Muita gente vê essas histórias como superficiais e piegas, considero um erro por não perceberem a essência e a profunda "expressão da psique humana" envolta nestes enredos.
Então resolvi partilhar alguns trechos do livro "Mulheres que correm com os lobos", relacionados ao conto "A pequena vendedora de fósforo".
Trechos selecionados do livro:
(....)
Afugentando a fantasia criativa
Essa criança (a meninha vendedora de fósforo) está num ambiente em que as pessoas não se importam com ela.
Se você está num ambiente desses, saia daí.

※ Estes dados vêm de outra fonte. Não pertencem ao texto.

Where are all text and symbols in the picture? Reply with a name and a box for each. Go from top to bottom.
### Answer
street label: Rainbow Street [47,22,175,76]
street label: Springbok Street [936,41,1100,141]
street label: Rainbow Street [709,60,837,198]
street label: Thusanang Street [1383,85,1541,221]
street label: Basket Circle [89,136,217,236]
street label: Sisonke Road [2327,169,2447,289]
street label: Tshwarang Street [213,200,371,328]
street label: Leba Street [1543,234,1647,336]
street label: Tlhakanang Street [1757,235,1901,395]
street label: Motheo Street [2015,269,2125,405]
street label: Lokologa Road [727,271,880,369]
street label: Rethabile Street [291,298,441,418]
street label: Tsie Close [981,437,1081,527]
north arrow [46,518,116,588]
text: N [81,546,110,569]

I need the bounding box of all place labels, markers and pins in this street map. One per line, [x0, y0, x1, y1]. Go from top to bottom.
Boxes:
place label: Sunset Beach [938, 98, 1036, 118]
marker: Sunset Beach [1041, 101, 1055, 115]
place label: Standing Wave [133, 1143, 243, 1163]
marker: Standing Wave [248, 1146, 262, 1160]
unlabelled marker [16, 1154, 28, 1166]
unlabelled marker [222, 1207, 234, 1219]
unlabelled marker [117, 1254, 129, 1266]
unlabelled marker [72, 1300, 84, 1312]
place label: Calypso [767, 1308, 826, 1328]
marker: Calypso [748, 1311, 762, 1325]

Essa criança está num meio no qual o que
ela tem, foguinhos em palitos — o início de toda possibilidade criativa — não é
valorizado.
Se você estiver numa aflição semelhante, vire as costas e vá embora.
Essa
criança está numa situação psíquica na qual há poucas opções. Ela se resignou ao seu
"lugar" na vida.
Se isso aconteceu com você, pare de se resignar e saia.
O que a menina dos fósforos deve fazer?
Se os seus instintos estivessem
intactos, suas opções seriam inúmeras. Caminhe até uma outra cidade, esconda-se
numa carroça, abrigue-se num depósito de carvão.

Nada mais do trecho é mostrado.